→ **Data**
▼

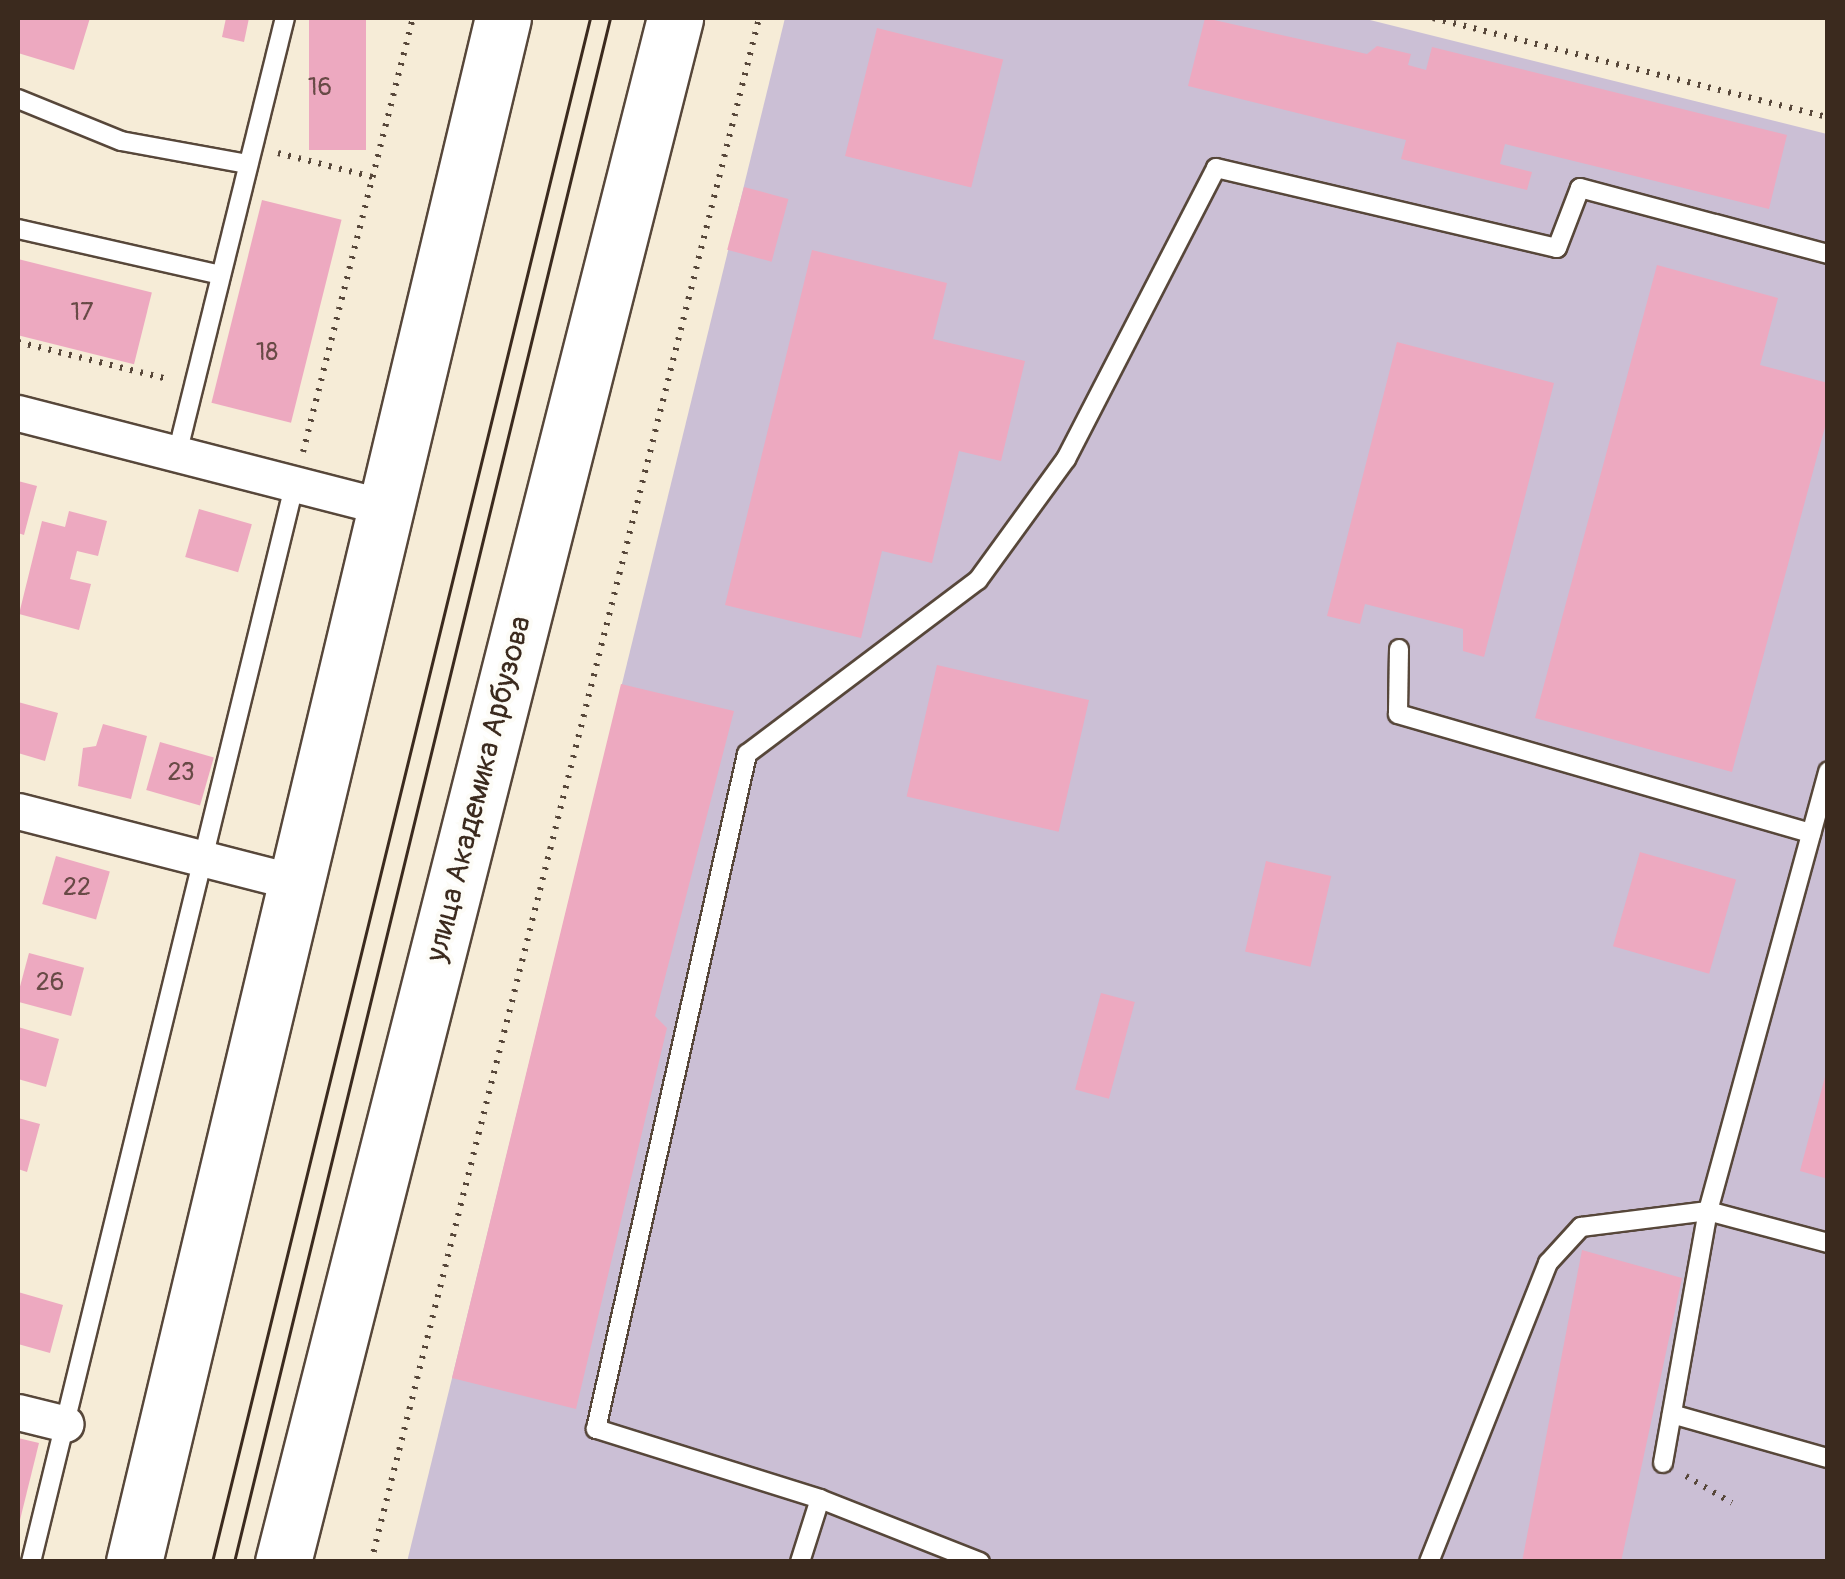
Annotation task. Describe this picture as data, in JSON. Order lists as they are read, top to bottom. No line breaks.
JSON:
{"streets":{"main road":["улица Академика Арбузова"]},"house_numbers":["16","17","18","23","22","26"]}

▲

→ **What is being asked**
Would you repeat the complete listing exactly, excluding each picture it holds?

→ **Answer section**
Annotation task. Describe this picture as data, in JSON. Order lists as they are read, top to bottom. No line breaks.
JSON:
{"streets":{"main road":["улица Академика Арбузова"]},"house_numbers":["16","17","18","23","22","26"]}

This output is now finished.